Related issues: https://bugs.llvm.org/show_bug.cgi?id=28431 https://bugs.llvm.org/show_bug.cgi?id=27190 https://bugs.llvm.org/show_bug.cgi?id=21183 and the original issue that brought me here https://github.com/JuliaLang/julia/issues/17288
Presumably there is a related apple issue at rdar://problem/8007500, since a related work-around refers to it, but I don't work at apple, and the linked issue is not open-access.
Quentin Colombet posted the workaround/hint in 2014, in https://bugs.llvm.org/show_bug.cgi?id=21183: Disable join-liveintervals.
Here, I just formalized his tip (only apply in ExposesReturnsTwice functions). That alone fixes the bug in my reproducers.
Next I went over the other passes that handle this, and noted the old workaround in StackSlotColoring.cpp. Extrapolating from that, I suspect that StackSlotColoring.cpp is no better at handling the problem, so I disabled that out of an overabundance of caution.
The final change is to the inlining heuristic: Inlining perfectly fine code into an ExposesReturnsTwice context is a very bad idea until we get much better at optimizing and not miscompiling code surrounding setjmp. Hence that change. A further advantage is that we should trigger the bug less often: It is related to register spilling, and less inlined code often means less register spills.
The changes are pretty unprincipled. But we have been miscompiling setjmp code for 6 years, and nobody qualified seems motivated to fix the underlying issues in the machine-optimizer passes. So I think a temporary band-aid is warranted. I am not qualified ;)

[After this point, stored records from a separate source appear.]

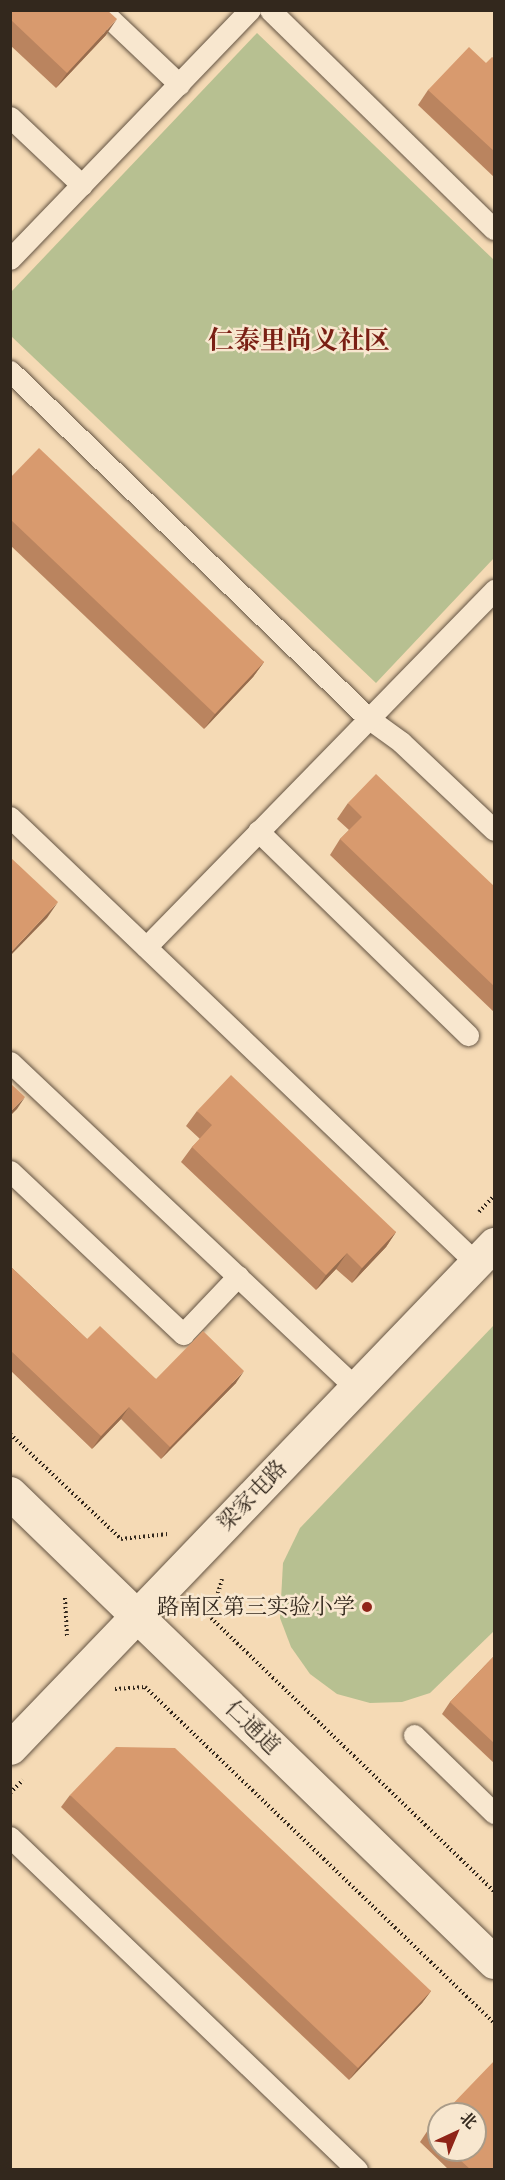 <!DOCTYPE html>
<html>
<head>
<meta charset="utf-8">
<style>
  body { margin:0 }
  #map { position:relative; width:505px; height:2180px; overflow:hidden; background:#f5dab5; font-family:"IM FELL Great Primer","Noto Serif SC",serif }
  div>[style] { position:absolute }
  [style*='--x'] { left:calc(var(--x)*1px); top:calc(var(--y)*1px); width:calc(var(--w)*1px); rotate:calc(var(--a)*1deg) }
  .green>* { inset:0; background:#b7c091 }
  .path>* { height:4px; margin-top:-2px; transform-origin:0; background:repeating-linear-gradient(90deg,#33281d 0 1.5px,transparent 0 4.5px) }
  .roads { filter:drop-shadow(0 0 2px #645443) drop-shadow(0 0 2px #645443) }
  .lane>* { height:21px; margin:-10.5px; padding:0 10.5px; transform-origin:10.5px; border-radius:10.5px; background:#f8e7cf }
  .secondary>* { height:33px; margin:-16.5px; padding:0 16.5px; transform-origin:16.5px; border-radius:16.5px; background:#f8e7cf }
  .wall>* { inset:0; background:#ba845f }
  .shaded-wall>* { inset:0; background:#976c4d }
  .building>* { inset:0; background:#d89a6e }
  .dots>* { width:16px; height:16px; translate:-50% -50%; box-sizing:border-box; border:3px solid #f8e7cf; border-radius:50% }
  span { translate:-50% -50%; white-space:nowrap; text-align:center; line-height:1.15; -webkit-text-stroke:5px #f8e7cf; paint-order:stroke }
  .street-label { font-size:22px; color:#33281d }
  .poi-label { font-size:22px; color:#33281d }
  .right { translate:-100% -50%; text-align:right }
  .quarter-label { font-size:26px; color:#7a1f14; font-weight:700 }
  .frame { position:absolute; inset:0; border:12px solid #33281d; pointer-events:none }
  .north { position:absolute; left:427px; top:2102px; width:60px; height:60px; box-sizing:border-box; background:#f8e7cf; border:2px solid #a99b88; border-radius:50%; rotate:44deg; font-size:16px; font-weight:700; line-height:24px; text-align:center; color:#33281d }
  .north::after { content:''; display:block; margin:auto; width:21px; height:27px; background:#8f2418; clip-path:polygon(50% 0,100% 100%,50% 72%,0 100%) }
</style>
</head>
<body>
<div id="map">
  <div class="green">
    <i style="clip-path:polygon(257px 33px,494px 260px,494px 558px,376px 683px,11px 336px,11px 292px)"></i>
    <i style="clip-path:polygon(494px 1325px,494px 1631px,430px 1693px,402px 1702px,370px 1703px,337px 1694px,310px 1674px,291px 1647px,280px 1618px,283px 1563px,300px 1528px)"></i>
  </div>
  <div class="path">
    <i style="--x:479;--y:1212;--w:22;--a:-47"></i>
    <i style="--x:10;--y:1434;--w:153;--a:43.4"></i>
    <i style="--x:121;--y:1539;--w:47;--a:-6.1"></i>
    <i style="--x:222;--y:1579;--w:41;--a:105.8"></i>
    <i style="--x:211;--y:1618;--w:393;--a:44"></i>
    <i style="--x:65;--y:1598;--w:39;--a:87"></i>
    <i style="--x:115;--y:1689;--w:30;--a:-4"></i>
    <i style="--x:145;--y:1687;--w:484;--a:43.9"></i>
    <i style="--x:10;--y:1793;--w:18;--a:-45"></i>
  </div>
  <div class="roads">
    <div class="lane">
      <i style="--x:101;--y:10;--w:108;--a:43.5"></i>
      <i style="--x:270;--y:10;--w:313;--a:44.4"></i>
      <i style="--x:10;--y:117;--w:99;--a:43.4"></i>
      <i style="--x:10;--y:259;--w:346;--a:-46.1"></i>
      <i style="--x:10;--y:371;--w:499;--a:44.1"></i>
      <i style="--x:368;--y:718;--w:41;--a:36"></i>
      <i style="--x:401;--y:742;--w:128;--a:43.4"></i>
      <i style="--x:10;--y:817;--w:645;--a:43.74"></i>
      <i style="--x:258;--y:831;--w:293;--a:44.2"></i>
      <i style="--x:146;--y:947;--w:499;--a:-45.7"></i>
      <i style="--x:10;--y:1062;--w:475;--a:43.3"></i>
      <i style="--x:10;--y:1171;--w:238;--a:43.3"></i>
      <i style="--x:183;--y:1334;--w:80;--a:-46.5"></i>
      <i style="--x:414;--y:1735;--w:112;--a:44.3"></i>
      <i style="--x:10;--y:1837;--w:481;--a:43.8"></i>
    </div>
    <div class="secondary">
      <i style="--x:10;--y:1493;--w:674;--a:44.1"></i>
      <i style="--x:10;--y:1748;--w:699;--a:-46.16"></i>
    </div>
  </div>
  <div class="wall">
    <i style="clip-path:polygon(10px 10px,106px 35px,56px 88px,10px 45px)"></i>
    <i style="clip-path:polygon(495px 59px,495px 178px,418px 105px,428px 90px)"></i>
    <i style="clip-path:polygon(10px 478px,264px 662px,253px 677px,204px 729px,10px 545px)"></i>
    <i style="clip-path:polygon(348px 803px,495px 887px,495px 1013px,330px 855px,340px 839px,349px 830px,337px 819px)"></i>
    <i style="clip-path:polygon(197px 1111px,396px 1232px,386px 1247px,352px 1283px,336px 1269px,316px 1290px,181px 1162px,192px 1147px,200px 1139px,186px 1126px)"></i>
    <i style="clip-path:polygon(10px 1266px,87px 1339px,156px 1379px,236px 1383px,161px 1459px,121px 1419px,92px 1449px,10px 1370px)"></i>
    <i style="clip-path:polygon(495px 1655px,495px 1764px,442px 1714px,450px 1702px)"></i>
    <i style="clip-path:polygon(70px 1795px,431px 1991px,422px 2003px,349px 2080px,61px 1807px)"></i>
    <i style="clip-path:polygon(439px 2119px,439px 2150px,475px 2150px,495px 2169px,448px 2169px,420px 2142px,428px 2130px)"></i>
  </div>
  <div class="shaded-wall">
    <i style="clip-path:polygon(117px 19px,106px 35px,56px 88px,67px 73px)"></i>
    <i style="clip-path:polygon(264px 662px,253px 677px,204px 729px,215px 714px)"></i>
    <i style="clip-path:polygon(58px 902px,47px 918px,10px 956px,11px 952px)"></i>
    <i style="clip-path:polygon(25px 1097px,17px 1109px,10px 1116px,10px 1112px)"></i>
    <i style="clip-path:polygon(396px 1232px,386px 1247px,352px 1283px,362px 1268px)"></i>
    <i style="clip-path:polygon(347px 1253px,336px 1269px,316px 1290px,326px 1275px)"></i>
    <i style="clip-path:polygon(244px 1371px,236px 1383px,161px 1459px,170px 1447px)"></i>
    <i style="clip-path:polygon(129px 1407px,121px 1419px,92px 1449px,101px 1436px)"></i>
    <i style="clip-path:polygon(431px 1991px,422px 2003px,349px 2080px,358px 2068px)"></i>
  </div>
  <div class="building">
    <i style="clip-path:polygon(10px 10px,107px 10px,117px 19px,67px 73px,10px 19px)"></i>
    <i style="clip-path:polygon(469px 47px,486px 63px,492px 57px,495px 59px,495px 152px,428px 90px)"></i>
    <i style="clip-path:polygon(39px 448px,264px 662px,215px 714px,10px 519px,10px 478px)"></i>
    <i style="clip-path:polygon(376px 774px,495px 887px,495px 987px,340px 839px,362px 817px,348px 803px)"></i>
    <i style="clip-path:polygon(10px 857px,58px 902px,11px 952px,10px 952px)"></i>
    <i style="clip-path:polygon(231px 1075px,396px 1232px,362px 1268px,347px 1253px,326px 1275px,192px 1147px,212px 1125px,197px 1111px)"></i>
    <i style="clip-path:polygon(10px 1083px,25px 1097px,10px 1112px)"></i>
    <i style="clip-path:polygon(10px 1266px,87px 1339px,100px 1326px,156px 1379px,203px 1331px,244px 1371px,170px 1447px,129px 1407px,101px 1436px,10px 1350px)"></i>
    <i style="clip-path:polygon(495px 1655px,495px 1744px,450px 1702px)"></i>
    <i style="clip-path:polygon(116px 1747px,175px 1748px,431px 1991px,358px 2068px,70px 1795px)"></i>
    <i style="clip-path:polygon(495px 2060px,495px 2169px,470px 2169px,449px 2150px,475px 2150px,475px 2114px,443px 2114px)"></i>
    <i style="clip-path:polygon(439px 2119px,439px 2140px,428px 2130px)"></i>
  </div>
  <div class="dots">
    <i style="left:367px;top:1607px;background:#8f2418"></i>
  </div>
  <div class="street-label">
    <span style="left:252px;top:1495px;rotate:-46deg">梁家屯路</span>
    <span style="left:253px;top:1727px;rotate:44deg">仁通道</span>
  </div>
  <div class="poi-label">
    <span class="right" style="left:355px;top:1607px">路南区第三实验小学</span>
  </div>
  <div class="quarter-label">
    <span style="left:299px;top:341px">仁泰里尚义社区</span>
  </div>
  <div class="frame"></div>
  <div class="north">北</div>
</div>
</body>
</html>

I compared below example to gcc and msvc: MSVC emits very ugly risk-free correct code, by creating tons of volatile loads/stores. GCC generates super nice correct code; but I am not well-acquainted enough with the gcc code-base to understand what they are doing, and whether we could do the same.
The following reproducer is adapted from https://bugs.llvm.org/show_bug.cgi?id=28431
#include <setjmp.h> #include <stdio.h> #include <stdlib.h> extern jmp_buf env; extern int ff(int v); extern int gg(); extern void dojump(); __attribute__((noinline)) int f(int a) { printf("pre longjump: a = %d\n", a); int b = gg(); int c = gg(); int d = gg(); int e = gg(); int f = gg(); int g = gg(); int h = gg(); int i = gg(); double k = ff(b) + ff(c + ff(d + ff(e + ff(f + ff(g + ff(h + i)))))); k *= b; k -= c; k += i; if (setjmp(env) == 0) { printf("Longjump set: a+4 = %d\n", a + 4); dojump(); b = gg(); c = gg(); d = gg(); e = gg(); f = gg(); g = gg(); h = gg(); i = gg(); k = ff(b) + ff(c + ff(d + ff(e + ff(f + ff(g + ff(h + i)))))); k *= b; k -= c; k += i; printf("%d\n", a + 4); b = gg(); c = gg(); d = gg(); e = gg(); f = gg(); g = gg(); h = gg(); i = gg(); k = ff(b) + ff(c + ff(d + ff(e + ff(f + ff(g + ff(h + i)))))); k *= b; k -= c; k += i; printf("%d\n", a + 4); b = gg(); c = gg(); d = gg(); e = gg(); f = gg(); g = gg(); h = gg(); i = gg(); k = ff(b) + ff(c + ff(d + ff(e + ff(f + ff(g + ff(h + i)))))); k *= b; k -= c; k += i; printf("%d\n", a + 4); printf("%f\n", k); } else { printf("Returned from Longjump: a = %d\n", a); } return -1; } int main() { f(0); return 0; }
miscompiles with clang -O3, which becomes evident when linked against
#include <setjmp.h> jmp_buf env; int ff(int v){return 0;}; int gg(){return 0;}; void dojump(){longjmp(env, 1);}
I get output:
pre longjump: a = 0 Longjump set: a+4 = 4 Returned from Longjump: a = 4
I don't have proper regression tests yet. Could anyone comment on how to proceed on that (first PR in llvm)? Since this is a machine-IR issue one could just make a .ll fixture, but I'm not sure how to make that reliable.